I began 2014 with high hopes. I was certain God gave me “Jubilee” as my One Word for the year. It wasn’t a word I wanted. It was undeniably repeatedly put into my heart and spirit. So I dared to believe. I believed “jubilee” meant music, and possibly restoration, for me. And for the first six months of the year, that seemed to be a possibility.
But time after time, every sweet and joyful moment was met with bitterness and circumstances beyond my control, and it was finally clear that neither music nor restoration would take place this year. With only a few weeks remaining in 2014, I can’t believe there will be a 30-day miracle that could make up for the last six months of silence.

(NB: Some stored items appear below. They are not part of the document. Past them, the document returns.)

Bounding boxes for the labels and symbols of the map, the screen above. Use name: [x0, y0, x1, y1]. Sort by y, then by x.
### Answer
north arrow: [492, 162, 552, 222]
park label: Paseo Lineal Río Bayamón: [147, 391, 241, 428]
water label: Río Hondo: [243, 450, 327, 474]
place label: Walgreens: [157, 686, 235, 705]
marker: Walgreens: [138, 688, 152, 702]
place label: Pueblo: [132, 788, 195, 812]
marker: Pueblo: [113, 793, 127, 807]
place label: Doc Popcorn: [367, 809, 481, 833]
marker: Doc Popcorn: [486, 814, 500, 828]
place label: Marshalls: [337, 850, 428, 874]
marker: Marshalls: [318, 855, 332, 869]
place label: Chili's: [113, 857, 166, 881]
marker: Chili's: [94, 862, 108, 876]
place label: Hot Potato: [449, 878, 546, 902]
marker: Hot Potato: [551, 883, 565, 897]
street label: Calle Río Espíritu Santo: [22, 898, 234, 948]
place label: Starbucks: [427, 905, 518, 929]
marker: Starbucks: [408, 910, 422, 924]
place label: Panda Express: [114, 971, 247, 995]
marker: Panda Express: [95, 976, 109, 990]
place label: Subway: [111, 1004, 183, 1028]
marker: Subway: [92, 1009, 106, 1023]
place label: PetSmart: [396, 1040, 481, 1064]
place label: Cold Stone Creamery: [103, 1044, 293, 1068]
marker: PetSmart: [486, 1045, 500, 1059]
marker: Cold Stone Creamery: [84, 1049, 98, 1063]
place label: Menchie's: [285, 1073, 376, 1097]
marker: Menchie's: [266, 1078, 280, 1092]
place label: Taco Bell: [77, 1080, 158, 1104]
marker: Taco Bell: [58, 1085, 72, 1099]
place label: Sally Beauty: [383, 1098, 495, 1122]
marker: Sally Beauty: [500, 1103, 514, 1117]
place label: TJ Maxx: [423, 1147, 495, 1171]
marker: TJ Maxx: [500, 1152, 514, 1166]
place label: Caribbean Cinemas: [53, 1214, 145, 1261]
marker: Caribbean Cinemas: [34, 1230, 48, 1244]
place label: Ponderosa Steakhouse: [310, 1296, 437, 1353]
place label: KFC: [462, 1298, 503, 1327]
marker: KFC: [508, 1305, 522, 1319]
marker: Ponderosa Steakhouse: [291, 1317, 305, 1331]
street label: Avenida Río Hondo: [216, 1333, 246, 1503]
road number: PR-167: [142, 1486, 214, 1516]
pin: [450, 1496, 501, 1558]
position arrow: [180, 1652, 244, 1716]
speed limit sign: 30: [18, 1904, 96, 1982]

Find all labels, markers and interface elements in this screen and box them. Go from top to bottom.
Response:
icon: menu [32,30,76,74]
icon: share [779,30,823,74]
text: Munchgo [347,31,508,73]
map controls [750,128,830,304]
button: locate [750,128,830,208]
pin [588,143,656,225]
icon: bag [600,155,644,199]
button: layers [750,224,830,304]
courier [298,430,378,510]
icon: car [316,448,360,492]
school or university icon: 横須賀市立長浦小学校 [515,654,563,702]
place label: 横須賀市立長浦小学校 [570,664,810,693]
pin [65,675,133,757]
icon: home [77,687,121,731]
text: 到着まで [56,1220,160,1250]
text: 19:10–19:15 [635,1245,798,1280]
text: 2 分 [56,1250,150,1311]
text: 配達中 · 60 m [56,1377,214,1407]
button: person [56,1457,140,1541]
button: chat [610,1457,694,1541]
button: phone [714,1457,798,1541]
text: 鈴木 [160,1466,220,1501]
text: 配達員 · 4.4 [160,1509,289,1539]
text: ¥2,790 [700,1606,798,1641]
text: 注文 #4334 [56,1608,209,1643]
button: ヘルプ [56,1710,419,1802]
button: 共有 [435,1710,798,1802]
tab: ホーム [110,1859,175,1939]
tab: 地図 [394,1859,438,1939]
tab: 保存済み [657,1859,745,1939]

I’ve spent the past few weeks cleaning my house like a mad woman, running miles until I hurt, and binging on Netflix. It’s an effective way to numb my mind and heart, to escape the constant questions about faith, to forget about broken and abandoned dreams.
With the arrival of Advent, I realize I’m no longer waiting. No longer waiting for a miracle. No longer waiting for promises to be kept. I’ve quit waiting, and have planted myself firmly in the present, focusing only on what I can see. I’m forced to rest. Like a toddler weary of the fight, I’ve surrendered to another’s iron will.

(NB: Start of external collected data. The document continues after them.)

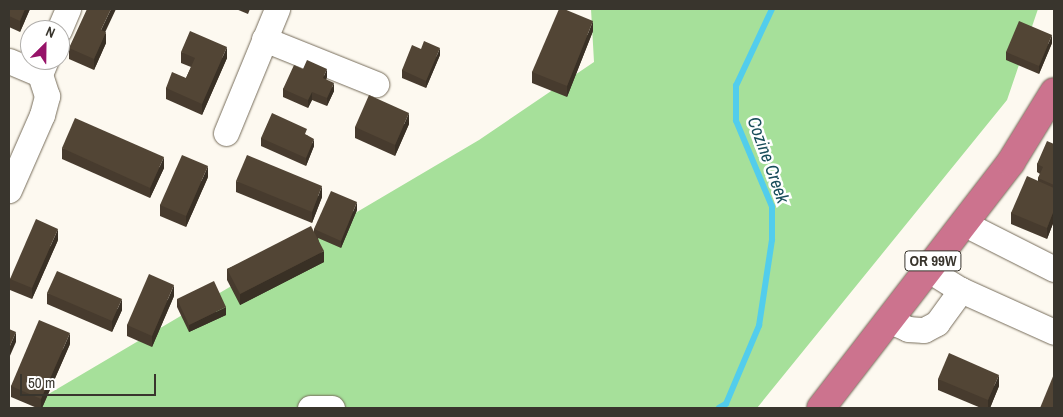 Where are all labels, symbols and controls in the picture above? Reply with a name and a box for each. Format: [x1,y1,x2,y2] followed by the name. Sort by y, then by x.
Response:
[20,20,70,70] north arrow
[43,22,58,42] text: N
[742,114,794,206] water label: Cozine Creek
[904,248,962,274] road number: OR 99W
[22,364,159,396] scale bar
[28,372,55,393] text: 50 m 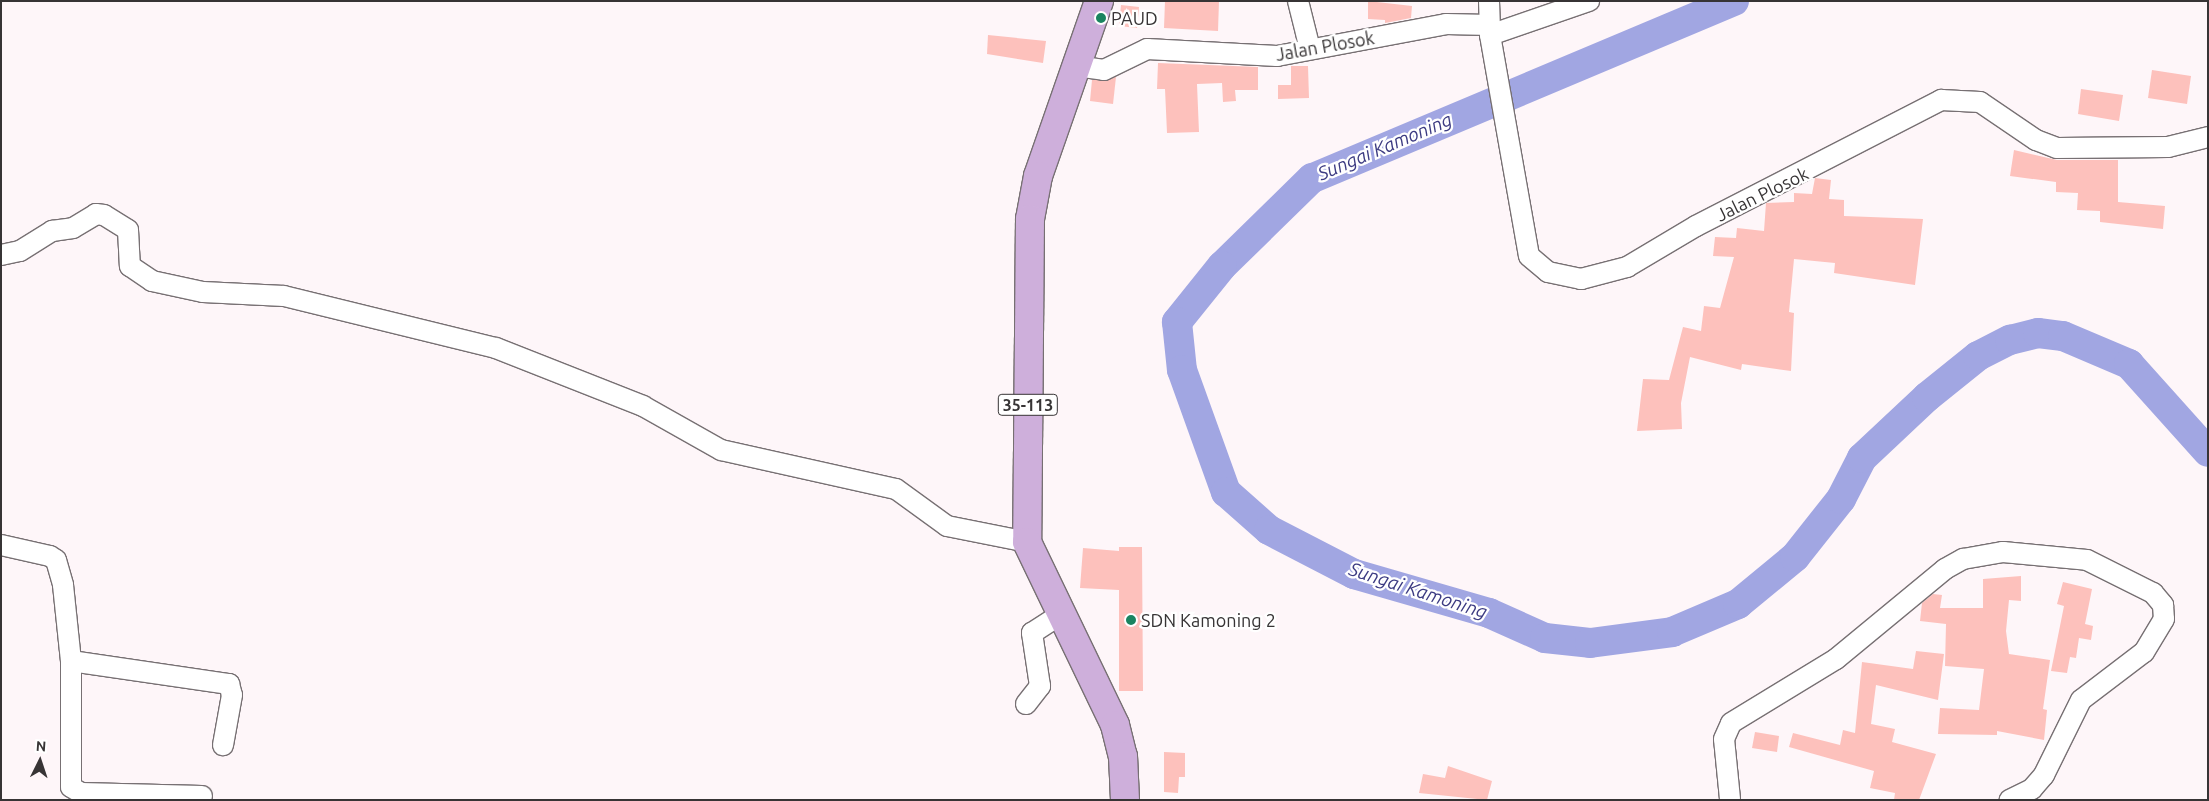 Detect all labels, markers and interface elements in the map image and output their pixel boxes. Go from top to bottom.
place label: PAUD [1111,7,1158,29]
marker: PAUD [1095,12,1107,24]
street label: Jalan Plosok [1274,27,1376,65]
water label: Sungai Kamoning [1314,108,1456,186]
street label: Jalan Plosok [1712,162,1812,226]
road number: 35-113 [997,392,1059,418]
water label: Sungai Kamoning [1346,558,1490,624]
place label: SDN Kamoning 2 [1141,609,1276,631]
marker: SDN Kamoning 2 [1125,614,1137,626]
north arrow [15,736,65,786]
text: N [35,738,47,754]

I tried to hold on to what little faith was left. I believed there was a purpose for the giving and taking away. I hoped for restoration. But there’s only been defeat. So I’ve let go. I’ve stopped believing. I’ve abandoned hope.
I won’t choose a new One Word for 2015. “Jubliee” was a heartbreaking tease. Trust is a risk I won’t take again.
God gives and takes away. Indeed.
Even so, I’m supposed to say, “Blessed be the name of the Lord. He is good and faithful.” So my mouth utters the words with intention, but my heart wonders and doubts.
The cleaning, the running, the Netflix binging — they comfort me.